Pierre believes that the Brothers are an obstacle to the creation of a cohesive and truly multicultural society, as their influence promotes both jihadist radicalization and right-wing extremism. Indeed, he says, that influence has “hindered the growth of a healthy conversation about Islam, Islamism, and integration, as they charge anybody who seeks to have a reasonable conversation about these issues with accusations of racism and Islamophobia.” This has had a paralyzing effect on the public debate and on the ability of the Swedish state to take measures against even the most extreme fringes of the country’s Islamist movement. While the Brothers have little to no role in the recent mobilization of foreign fighters going from Sweden to Syria (proportionally, one of the largest such groups in Europe), Pierre sees their influence as preventing Swedish authorities from taking substantive actions on the matter.

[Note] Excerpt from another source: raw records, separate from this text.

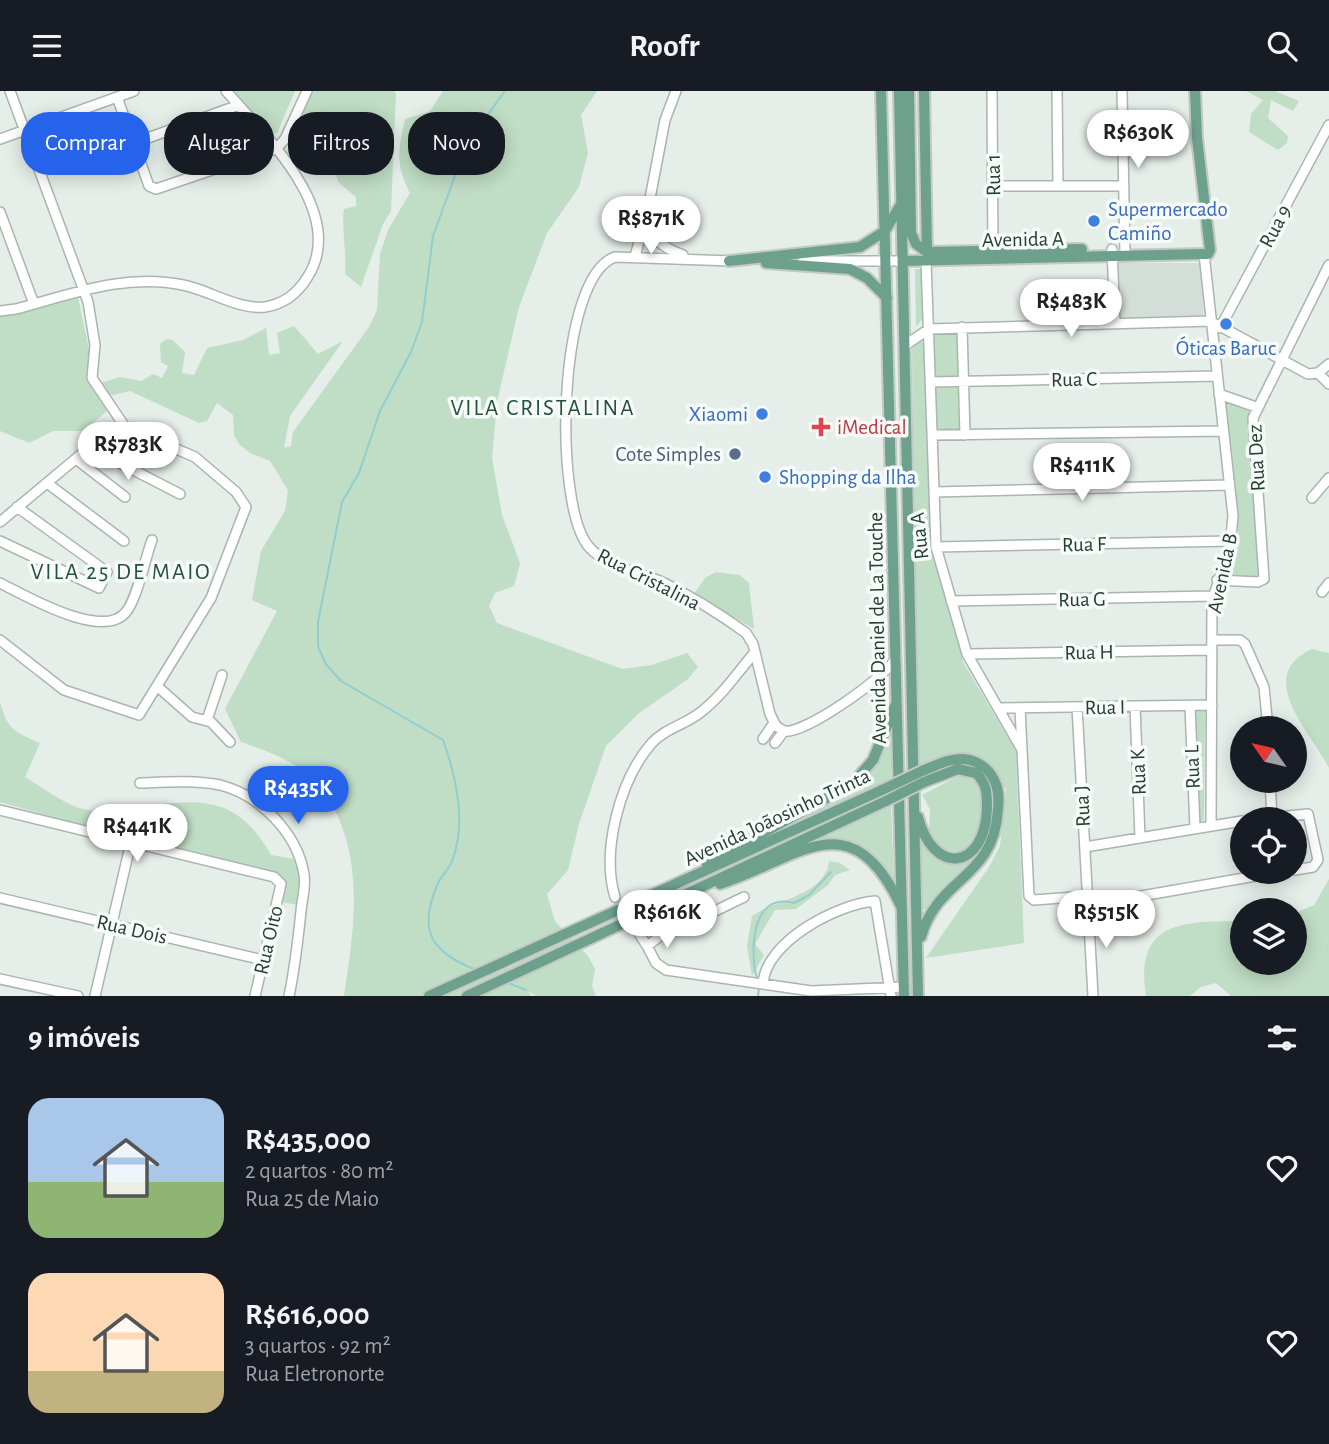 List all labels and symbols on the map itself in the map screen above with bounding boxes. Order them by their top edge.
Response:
pin: R$630K [1081,111,1195,170]
street label: Rua 1 [983,154,1004,196]
pin: R$871K [594,197,708,256]
place label: Supermercado Camiño [1108,199,1228,244]
street label: Rua 9 [1256,201,1295,251]
marker: Supermercado Camiño [1086,213,1102,229]
street label: Avenida A [982,228,1064,251]
pin: R$483K [1014,279,1128,339]
marker: Óticas Baruc [1218,316,1234,332]
place label: Óticas Baruc [1176,336,1276,359]
street label: Rua C [1051,369,1097,390]
district label: VILA CRISTALINA [450,397,636,420]
place label: Xiaomi [689,404,748,425]
marker: Xiaomi [754,406,770,422]
marker: iMedical [811,417,831,437]
place label: iMedical [837,417,907,438]
pin: R$783K [71,423,185,482]
street label: Rua Dez [1244,424,1269,492]
pin: R$411K [1025,443,1139,503]
place label: Cote Simples [616,444,721,465]
marker: Cote Simples [727,446,743,462]
place label: Shopping da Ilha [779,467,917,488]
marker: Shopping da Ilha [757,469,773,485]
street label: Rua A [907,511,932,561]
street label: Avenida Daniel de La Touche [865,512,890,744]
street label: Avenida B [1204,531,1241,615]
street label: Rua F [1062,534,1107,555]
street label: Rua Cristalina [594,545,704,614]
district label: VILA 25 DE MAIO [30,561,212,584]
street label: Rua G [1058,589,1106,610]
street label: Rua H [1064,642,1114,663]
street label: Rua I [1084,697,1126,718]
north arrow [1230,716,1307,793]
street label: Rua L [1181,744,1204,789]
street label: Rua K [1127,748,1150,796]
street label: Avenida Joãosinho Trinta [681,765,874,870]
pin: R$435K [241,767,355,826]
street label: Rua J [1071,785,1094,827]
pin: R$441K [80,805,194,864]
pin: R$616K [610,891,724,950]
pin: R$515K [1049,891,1163,950]
street label: Rua Oito [250,904,287,977]
street label: Rua Dois [95,911,169,948] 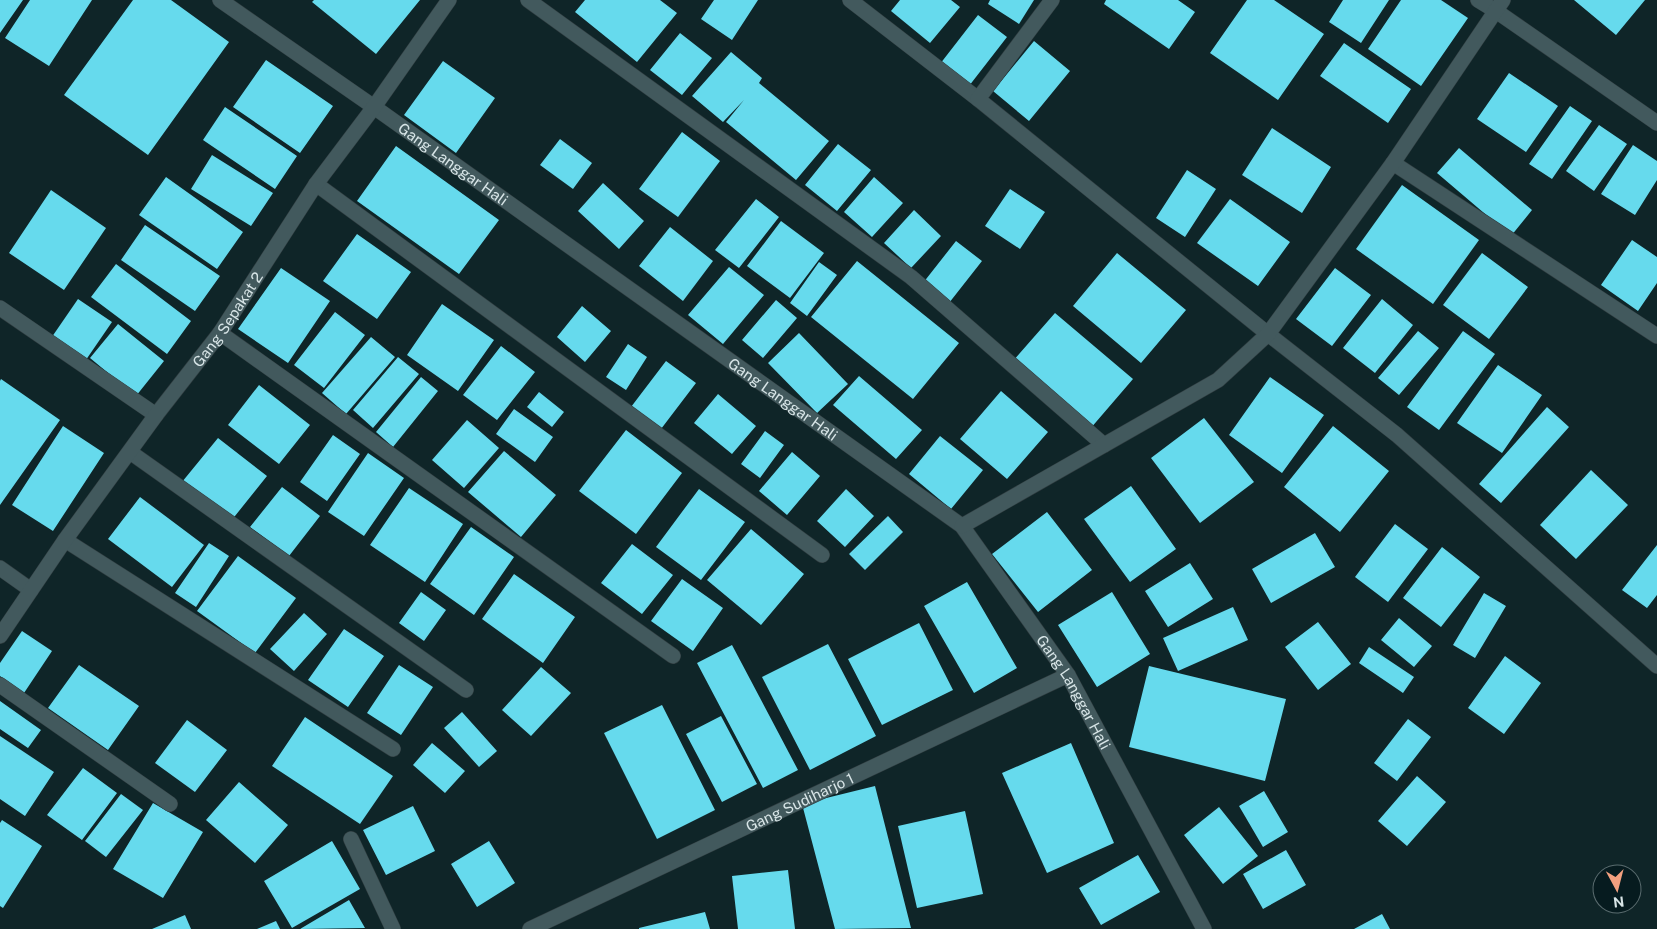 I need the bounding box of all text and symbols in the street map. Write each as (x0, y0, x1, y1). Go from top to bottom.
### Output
street label: Gang Langgar Hali (395, 119, 511, 208)
street label: Gang Sepakat 2 (189, 269, 266, 370)
street label: Gang Langgar Hali (725, 354, 841, 443)
street label: Gang Langgar Hali (1033, 631, 1115, 752)
street label: Gang Sudiharjo 1 (743, 769, 856, 835)
north arrow (1592, 864, 1642, 914)
text: N (1612, 893, 1625, 911)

A direct consequence of the paralysis within Swedish society and political establishment triggered by the Brothers’ use of the racism card, according to Pierre, is “the growth of a radical right” inside Sweden. Pierre argues that the Swedish state’s inability to even openly discuss various issues related to immigration and Islam have inevitably led many ordinary Swedes to listen to extremist voices. He sees a very troubling future in which right-wing sentiments may take violent and authoritarian forms, in large part because of the Brothers’ chilling effect on public debate.

A deep thinker with a strong sense of ethics and responsibility, Pierre engages in these debates with passion and a desire to undo what he think he did wrong in his youth—empowering a movement that he believes is damaging to both Sweden and Islam. Even though his personal story is unique, Pierre is representative of the first generation of Western-born individuals (whether born Muslims, converts, or, as in Pierre’s case, of mixed background) who became active in Brotherhood networks without knowing the ideological stripes of the organizations in which they so passionately involved themselves.

His trajectory out of it, driven by a mix of reasons but primarily by ideological disillusionment with Islamism in general (and not just the Brotherhood’s version of it), is not uncommon, as the stories of various current and former members of the movement suggest. Many of them, though, for reasons that vary from shame to fear of retribution to simply a desire to leave behind what they consider a bad experience, simply disengage without speaking out—as Pierre himself did in the first years after he left the movement.